THE DATA:

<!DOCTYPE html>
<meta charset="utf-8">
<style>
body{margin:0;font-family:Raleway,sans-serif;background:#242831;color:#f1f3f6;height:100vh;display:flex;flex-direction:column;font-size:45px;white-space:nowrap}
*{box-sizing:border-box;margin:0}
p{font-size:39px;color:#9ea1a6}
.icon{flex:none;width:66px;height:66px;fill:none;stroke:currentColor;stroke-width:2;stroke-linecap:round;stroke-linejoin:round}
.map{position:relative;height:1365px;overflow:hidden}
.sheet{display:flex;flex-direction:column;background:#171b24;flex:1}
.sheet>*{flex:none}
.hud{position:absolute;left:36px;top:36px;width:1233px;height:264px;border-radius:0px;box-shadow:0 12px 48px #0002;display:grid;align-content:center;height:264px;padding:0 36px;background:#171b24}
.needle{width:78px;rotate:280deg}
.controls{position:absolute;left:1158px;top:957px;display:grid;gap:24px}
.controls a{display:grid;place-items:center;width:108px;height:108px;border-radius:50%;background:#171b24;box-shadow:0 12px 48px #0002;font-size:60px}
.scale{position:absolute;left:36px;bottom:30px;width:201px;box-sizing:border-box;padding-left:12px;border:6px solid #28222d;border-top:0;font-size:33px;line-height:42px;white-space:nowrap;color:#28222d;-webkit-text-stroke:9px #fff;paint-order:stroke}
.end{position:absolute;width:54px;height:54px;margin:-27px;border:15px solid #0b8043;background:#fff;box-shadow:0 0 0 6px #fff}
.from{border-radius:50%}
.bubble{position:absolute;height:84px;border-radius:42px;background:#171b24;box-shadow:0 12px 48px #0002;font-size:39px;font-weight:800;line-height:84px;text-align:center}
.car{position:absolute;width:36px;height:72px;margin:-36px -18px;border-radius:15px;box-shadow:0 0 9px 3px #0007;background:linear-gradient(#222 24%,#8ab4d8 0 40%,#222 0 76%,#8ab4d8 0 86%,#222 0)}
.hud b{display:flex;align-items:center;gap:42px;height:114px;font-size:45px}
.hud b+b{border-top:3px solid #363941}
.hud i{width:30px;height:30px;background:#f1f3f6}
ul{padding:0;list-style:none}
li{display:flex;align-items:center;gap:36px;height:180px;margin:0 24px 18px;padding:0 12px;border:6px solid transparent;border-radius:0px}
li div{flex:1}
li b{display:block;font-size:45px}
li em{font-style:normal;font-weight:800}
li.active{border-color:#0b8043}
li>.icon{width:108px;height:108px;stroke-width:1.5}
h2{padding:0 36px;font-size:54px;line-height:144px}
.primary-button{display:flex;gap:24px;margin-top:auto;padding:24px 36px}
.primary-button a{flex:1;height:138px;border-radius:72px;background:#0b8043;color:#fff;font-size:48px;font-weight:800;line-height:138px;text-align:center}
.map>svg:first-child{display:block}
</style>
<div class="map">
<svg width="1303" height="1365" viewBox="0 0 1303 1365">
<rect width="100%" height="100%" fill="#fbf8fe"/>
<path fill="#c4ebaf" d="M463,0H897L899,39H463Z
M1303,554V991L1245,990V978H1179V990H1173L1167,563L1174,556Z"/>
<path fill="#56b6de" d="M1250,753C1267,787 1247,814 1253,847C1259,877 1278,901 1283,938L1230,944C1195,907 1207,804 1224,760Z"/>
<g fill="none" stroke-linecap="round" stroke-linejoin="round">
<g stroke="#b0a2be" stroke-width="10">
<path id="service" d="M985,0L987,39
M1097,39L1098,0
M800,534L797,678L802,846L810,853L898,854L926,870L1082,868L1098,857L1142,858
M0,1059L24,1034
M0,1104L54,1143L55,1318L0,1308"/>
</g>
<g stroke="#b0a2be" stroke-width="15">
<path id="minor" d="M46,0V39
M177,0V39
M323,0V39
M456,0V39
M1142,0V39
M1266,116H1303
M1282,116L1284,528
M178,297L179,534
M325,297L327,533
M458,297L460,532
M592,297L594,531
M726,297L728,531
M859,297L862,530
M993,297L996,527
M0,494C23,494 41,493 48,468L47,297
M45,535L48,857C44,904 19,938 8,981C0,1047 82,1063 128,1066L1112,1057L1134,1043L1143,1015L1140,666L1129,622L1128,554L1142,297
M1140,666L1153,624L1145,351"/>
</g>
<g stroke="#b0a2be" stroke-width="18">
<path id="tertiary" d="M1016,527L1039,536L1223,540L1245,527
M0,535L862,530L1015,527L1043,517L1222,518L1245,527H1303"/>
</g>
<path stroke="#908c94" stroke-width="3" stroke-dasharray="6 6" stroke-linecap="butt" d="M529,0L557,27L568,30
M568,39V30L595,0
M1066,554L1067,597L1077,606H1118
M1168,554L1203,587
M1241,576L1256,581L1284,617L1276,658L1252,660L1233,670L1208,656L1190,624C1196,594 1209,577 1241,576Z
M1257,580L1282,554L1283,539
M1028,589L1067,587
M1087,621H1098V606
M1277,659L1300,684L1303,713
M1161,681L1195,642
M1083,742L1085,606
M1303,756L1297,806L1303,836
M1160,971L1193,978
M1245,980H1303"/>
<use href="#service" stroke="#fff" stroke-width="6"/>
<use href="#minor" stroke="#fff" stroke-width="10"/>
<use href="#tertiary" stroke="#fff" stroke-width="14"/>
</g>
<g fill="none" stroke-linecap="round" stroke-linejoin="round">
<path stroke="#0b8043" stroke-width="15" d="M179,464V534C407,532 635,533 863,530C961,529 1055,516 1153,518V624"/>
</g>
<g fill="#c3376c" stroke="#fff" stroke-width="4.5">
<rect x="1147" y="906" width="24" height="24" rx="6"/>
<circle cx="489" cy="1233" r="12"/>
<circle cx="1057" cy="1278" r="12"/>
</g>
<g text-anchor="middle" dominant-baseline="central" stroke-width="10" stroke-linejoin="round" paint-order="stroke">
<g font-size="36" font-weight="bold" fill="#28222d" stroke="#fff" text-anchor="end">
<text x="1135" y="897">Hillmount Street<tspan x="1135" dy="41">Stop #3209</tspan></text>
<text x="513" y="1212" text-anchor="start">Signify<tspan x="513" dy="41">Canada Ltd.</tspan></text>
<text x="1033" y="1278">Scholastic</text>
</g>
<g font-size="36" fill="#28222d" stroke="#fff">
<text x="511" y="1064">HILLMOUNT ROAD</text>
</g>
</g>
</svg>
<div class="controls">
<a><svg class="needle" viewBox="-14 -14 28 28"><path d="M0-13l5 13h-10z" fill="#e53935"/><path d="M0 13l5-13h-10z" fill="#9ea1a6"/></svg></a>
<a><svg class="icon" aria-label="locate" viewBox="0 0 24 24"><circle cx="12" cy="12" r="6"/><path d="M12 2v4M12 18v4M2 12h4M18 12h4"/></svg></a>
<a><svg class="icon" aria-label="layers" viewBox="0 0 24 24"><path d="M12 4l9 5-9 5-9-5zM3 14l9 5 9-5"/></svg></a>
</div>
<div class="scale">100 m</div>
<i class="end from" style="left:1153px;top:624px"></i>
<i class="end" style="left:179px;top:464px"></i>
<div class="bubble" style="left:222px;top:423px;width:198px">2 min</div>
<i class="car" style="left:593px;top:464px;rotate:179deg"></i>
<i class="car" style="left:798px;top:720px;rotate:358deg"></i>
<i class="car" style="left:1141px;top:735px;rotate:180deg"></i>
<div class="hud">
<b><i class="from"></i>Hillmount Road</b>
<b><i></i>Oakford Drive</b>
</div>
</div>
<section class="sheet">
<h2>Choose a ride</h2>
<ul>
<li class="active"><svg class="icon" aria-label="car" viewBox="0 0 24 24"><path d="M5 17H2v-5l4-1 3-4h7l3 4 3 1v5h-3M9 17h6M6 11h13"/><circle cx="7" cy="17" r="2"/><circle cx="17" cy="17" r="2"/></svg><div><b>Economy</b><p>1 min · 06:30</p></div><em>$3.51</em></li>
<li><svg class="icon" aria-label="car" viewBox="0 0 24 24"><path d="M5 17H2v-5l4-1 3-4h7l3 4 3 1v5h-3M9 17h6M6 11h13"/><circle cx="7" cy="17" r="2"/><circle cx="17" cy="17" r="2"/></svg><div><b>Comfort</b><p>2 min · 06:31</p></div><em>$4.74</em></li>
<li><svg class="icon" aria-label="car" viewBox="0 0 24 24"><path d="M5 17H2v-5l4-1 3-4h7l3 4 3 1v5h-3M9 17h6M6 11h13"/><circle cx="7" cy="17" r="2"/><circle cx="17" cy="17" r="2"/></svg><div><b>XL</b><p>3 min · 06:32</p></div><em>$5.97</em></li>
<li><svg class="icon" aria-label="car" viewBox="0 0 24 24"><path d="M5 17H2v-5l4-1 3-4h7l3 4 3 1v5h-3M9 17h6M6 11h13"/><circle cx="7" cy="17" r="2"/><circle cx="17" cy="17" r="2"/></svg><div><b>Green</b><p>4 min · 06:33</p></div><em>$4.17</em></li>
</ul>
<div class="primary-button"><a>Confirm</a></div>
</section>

EXERCISE:
Which lines of the records above hold the word "bubble"? Copy each of them.

RESPONSE BELOW:
.bubble{position:absolute;height:84px;border-radius:42px;background:#171b24;box-shadow:0 12px 48px #0002;font-size:39px;font-weight:800;line-height:84px;text-align:center}
<div class="bubble" style="left:222px;top:423px;width:198px">2 min</div>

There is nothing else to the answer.